En effet, le tronc cérébral et le système vestibulaire ont été endommagés. Cela explique des symptômes comme les vertiges, les acouphènes, les maux de tête et les changements de personnalité que l’on observe également dans tous les cas de toxicité de la méfloquine.

  • Tableau 1 Antécédents, symptômes et résultats cliniques pertinents.
    L’histoire
    Pas de blessure à la tête avant
    Pas de maladie mentale antérieure
    Aucune consommation de drogues psychotropes antérieure
    Symptômes
    Anxiété et paranoïa
    Hallucinations auditives
  • Le déséquilibre
  • Déréalisation
  • Dépersonnalisation
  • Mal de tête
  • Palpitations
  • Changement de personnalité
  • Troubles de la mémoire à court terme
  • Trouble du sommeil  
  • null
  • Désorientation spatiale
  • Idéation suicidaire
  • Acouphènes
  • vertige
  • Découvertes cliniques
  • Modèle aphysiologique sur la posturographie dynamique informatisée (CDP) avec des chutes sur les tests d’organisation sensorielle (SOT) 5 et 6
  • Nystagmus au rythme descendant
  • Tomodensitométrie cérébrale normale (CT)
  • Imagerie par résonance magnétique cérébrale normale (IRM) (à l’exception d’une zone de «moindre rehaussement» en forme de plaque de 3,9 mm dans l’hypophyse antérieure droite)
  • Laboratoires endocriniens normaux (sauf pour le cortisol légèrement bas le matin, avec test de la cosyntropine normal)
  • Tests normaux de la fonction hépatique (sauf taux d’alanine aminotransférase faible)

L’importance de la communication.

On ne saurait trop insister sur l’importance de la communication avec vos infirmières. Ils ne sont probablement pas au courant de votre maladie, et dans le cas de Shaun, ils n’étaient pas au courant de son existence. Essayez d’être patient avec eux, sans jeu de mots.

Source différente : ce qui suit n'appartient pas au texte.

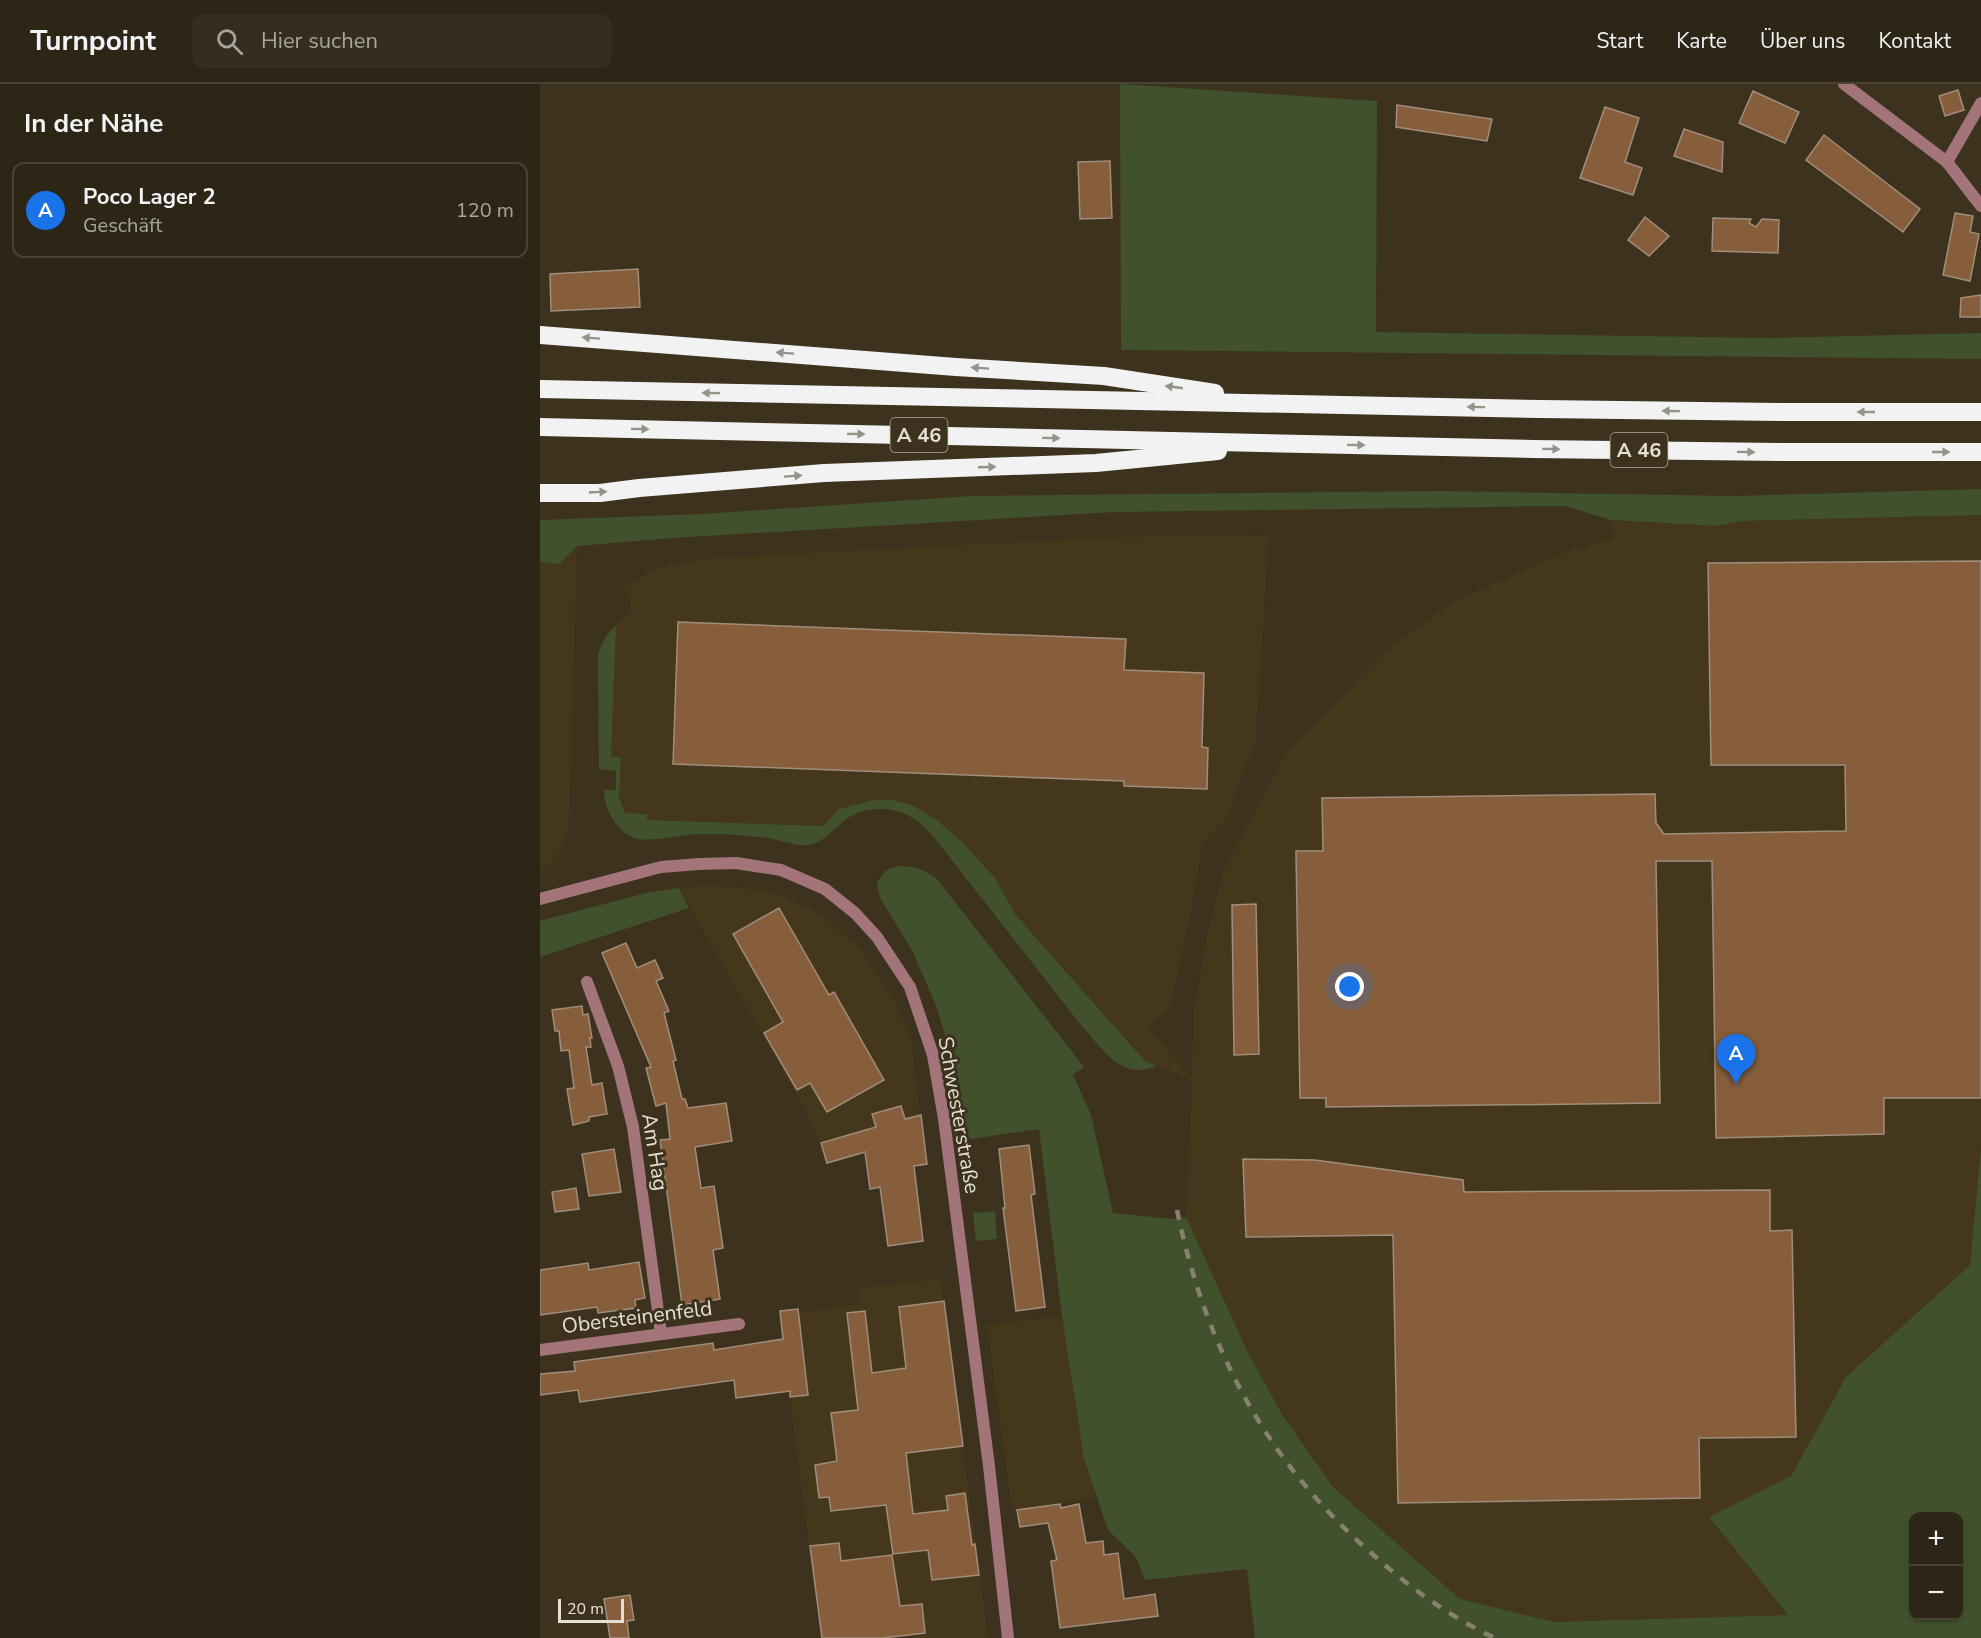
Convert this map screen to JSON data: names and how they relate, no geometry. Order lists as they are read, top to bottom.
{
  "streets": {
    "highway": ["A 46"],
    "street": ["Schwesterstraße", "Am Hag", "Obersteinenfeld"]
  },
  "crossings": [
    ["Am Hag", "Obersteinenfeld"]
  ],
  "scale_bar": "20 m",
  "page": {
    "header": "Turnpoint",
    "search": "Hier suchen",
    "nav": [
      "Start",
      "Karte",
      "Über uns",
      "Kontakt"
    ],
    "heading": "In der Nähe",
    "list": [
      {
        "mark": "A",
        "name": "Poco Lager 2",
        "note": "Geschäft",
        "value": "120 m"
      }
    ],
    "pins": "A",
    "map_buttons": ["+", "−"],
    "scale": "20 m"
  }
}
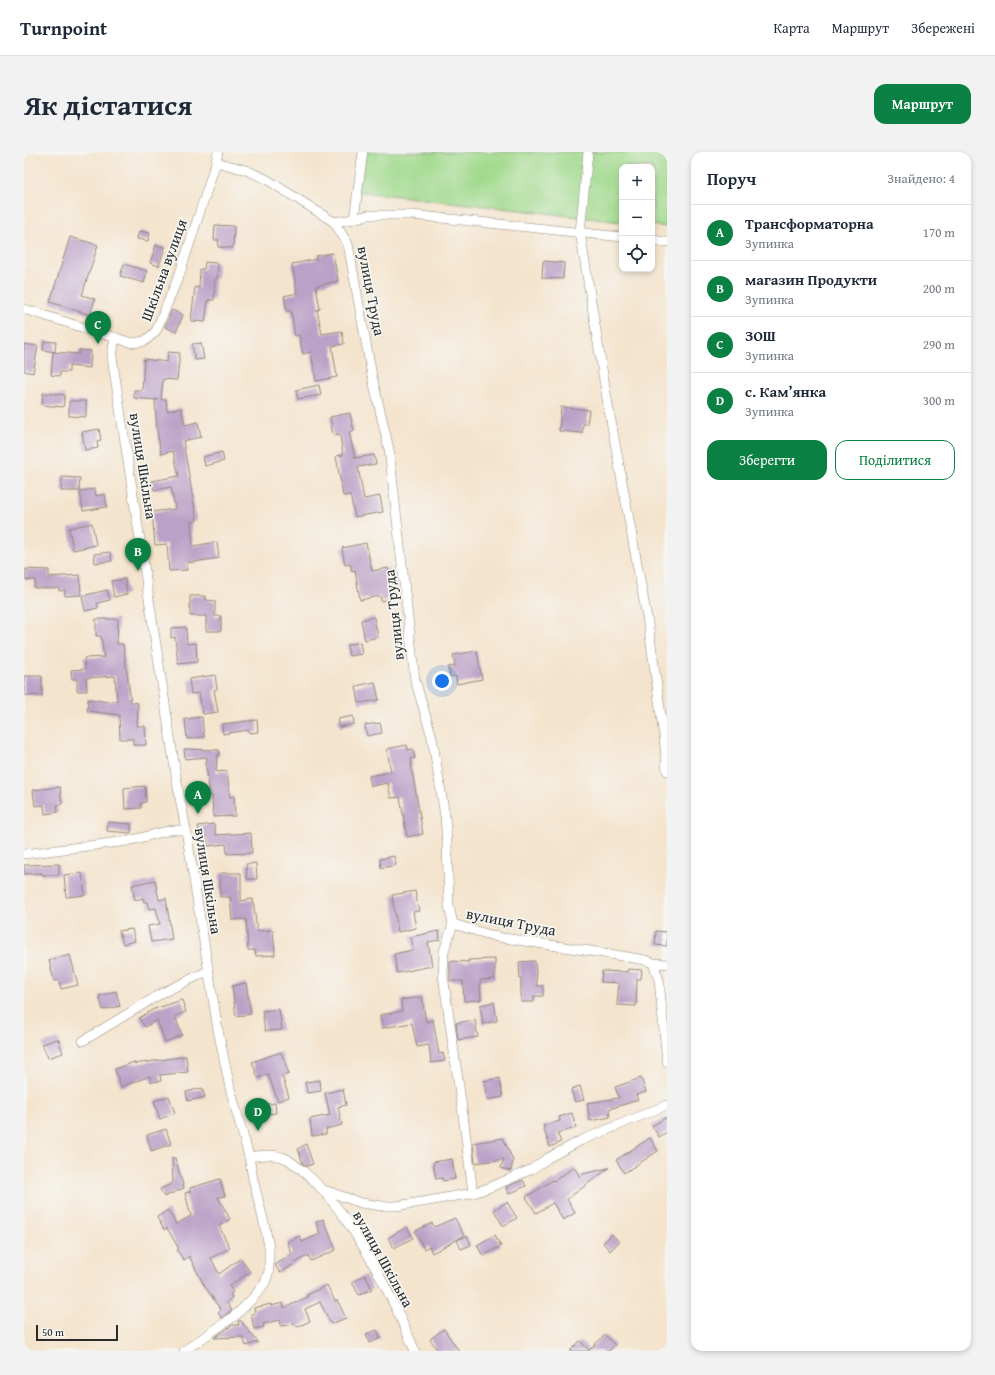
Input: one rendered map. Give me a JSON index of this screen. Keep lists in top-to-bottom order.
{
  "streets": {
    "street": ["Шкільна вулиця", "вулиця Труда", "вулиця Шкільна"]
  },
  "crossings": [
    ["Шкільна вулиця", "вулиця Труда"],
    ["Шкільна вулиця", "вулиця Шкільна"]
  ],
  "scale_bar": "50 m",
  "page": {
    "header": "Turnpoint",
    "nav": ["Карта", "Маршрут", "Збережені"],
    "title": "Як дістатися",
    "buttons": [
      "Маршрут",
      ["Зберегти", "Поділитися"]
    ],
    "heading": ["Поруч", "Знайдено: 4"],
    "map_buttons": ["+", "−"],
    "list": [
      {
        "mark": "A",
        "name": "Трансформаторна",
        "note": "Зупинка",
        "value": "170 m"
      },
      {
        "mark": "B",
        "name": "магазин Продукти",
        "note": "Зупинка",
        "value": "200 m"
      },
      {
        "mark": "C",
        "name": "ЗОШ",
        "note": "Зупинка",
        "value": "290 m"
      },
      {
        "mark": "D",
        "name": "с. Кам’янка",
        "note": "Зупинка",
        "value": "300 m"
      }
    ],
    "pins": [
      "C",
      "B",
      "A",
      "D"
    ],
    "scale": "50 m"
  }
}
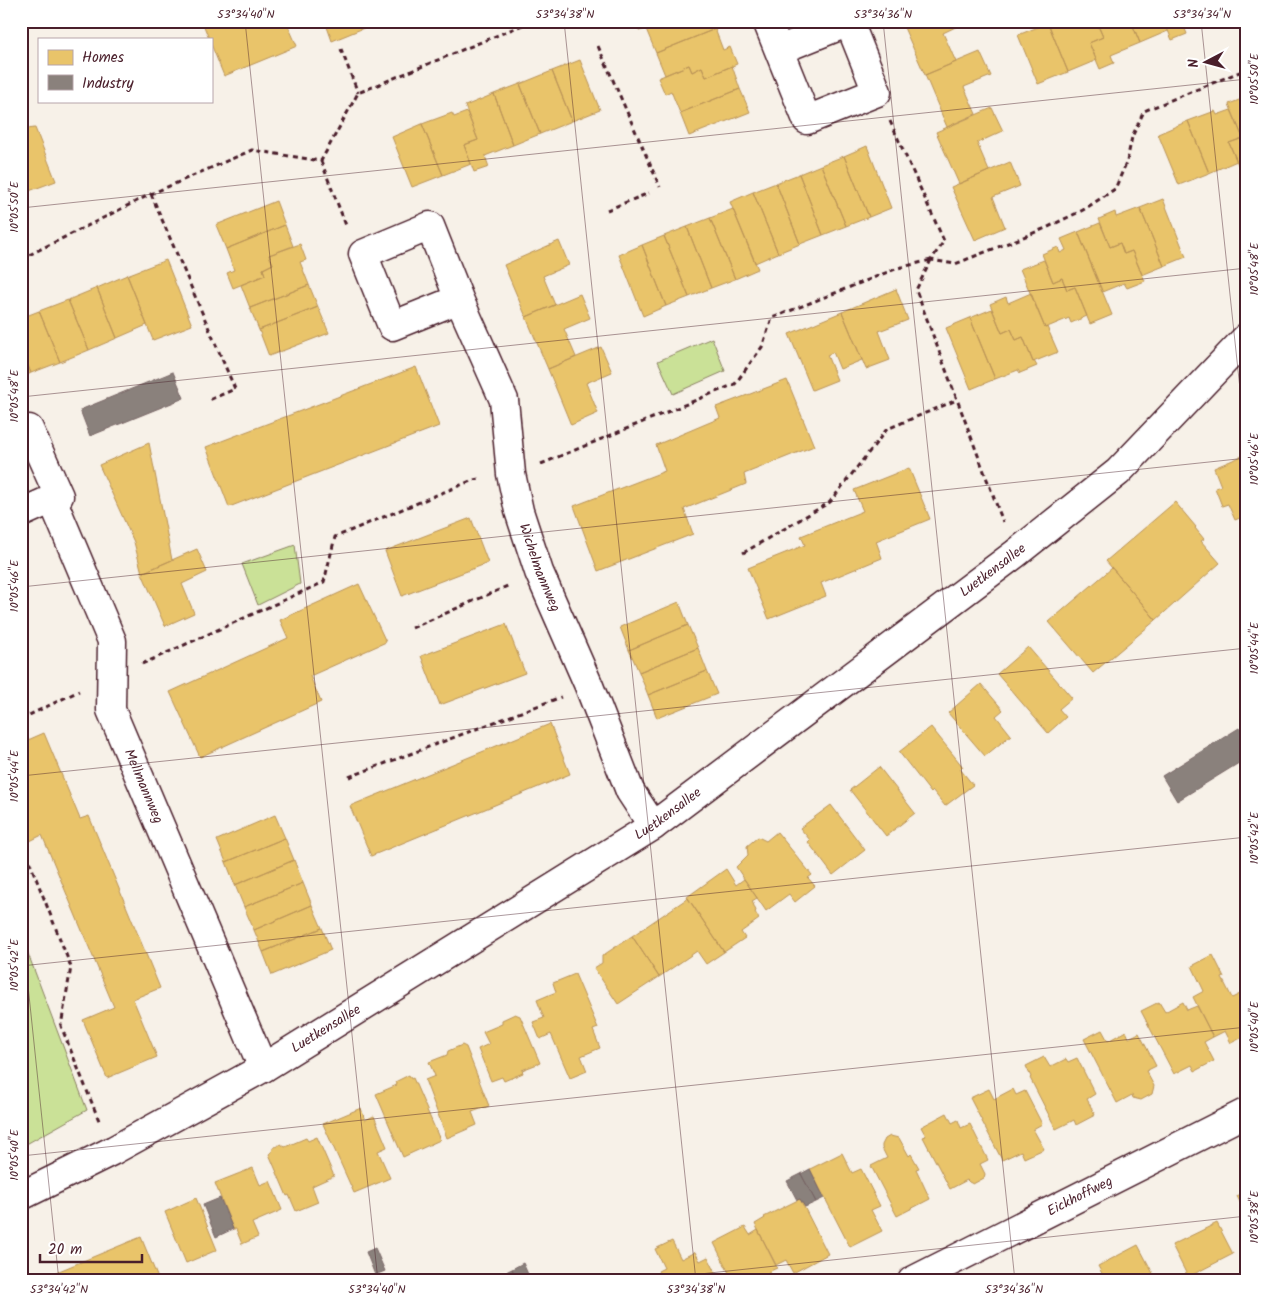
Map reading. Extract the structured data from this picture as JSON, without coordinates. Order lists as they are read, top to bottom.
{
  "streets": {
    "street": [
      "Wichelmannweg",
      "Luetkensallee",
      "Mellmannweg",
      "Eickhoffweg"
    ]
  },
  "crossings": [
    ["Wichelmannweg", "Luetkensallee"],
    ["Luetkensallee", "Mellmannweg"]
  ],
  "legend": ["Homes", "Industry"],
  "scale_bar": "20 m",
  "north": "left",
  "coordinates": [
    "53°34'40\"N",
    "53°34'38\"N",
    "53°34'36\"N",
    "53°34'34\"N",
    "10°05'50\"E",
    "10°05'48\"E",
    "10°05'46\"E",
    "10°05'44\"E",
    "10°05'42\"E",
    "10°05'40\"E",
    "10°05'38\"E",
    "53°34'42\"N"
  ]
}
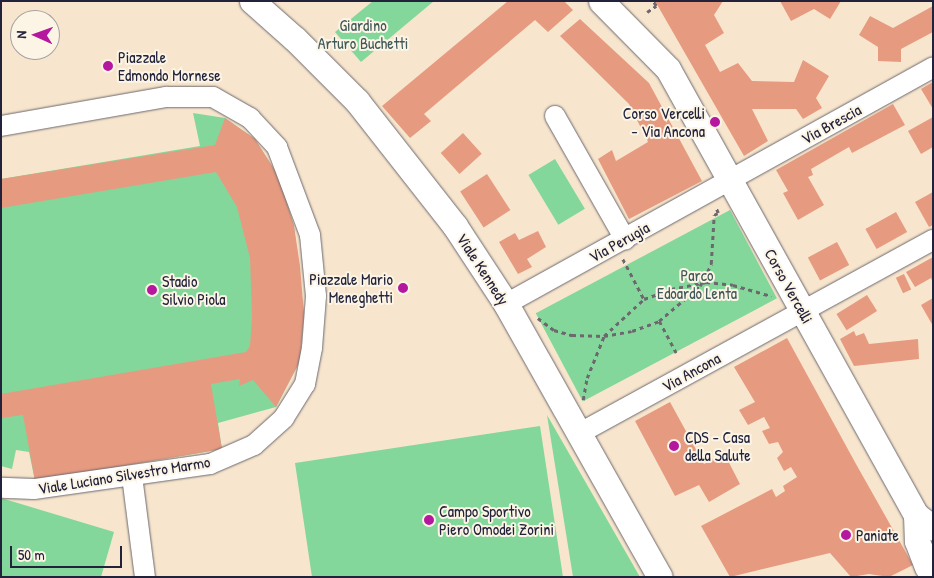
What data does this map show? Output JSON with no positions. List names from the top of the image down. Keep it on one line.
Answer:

Si vous avez une lésion cérébrale dans votre vie, les choses peuvent être assez stressantes au début, mais ajoutez le stress supplémentaire qu’un séjour dans un hôpital peut ajouter, et votre vie peut devenir complètement misérable. Mais ce n’est pas obligé.

N’oubliez pas de respirer et de vous plonger dans le moment présent. Soyez calme et communicatif. Les médecins et les infirmières sont là pour vous aider, mais vous devez les aider. Dites-leur ce qui se passe et cela vous facilitera un peu la vie à un moment où vous en aurez besoin pour être aussi facile que possible.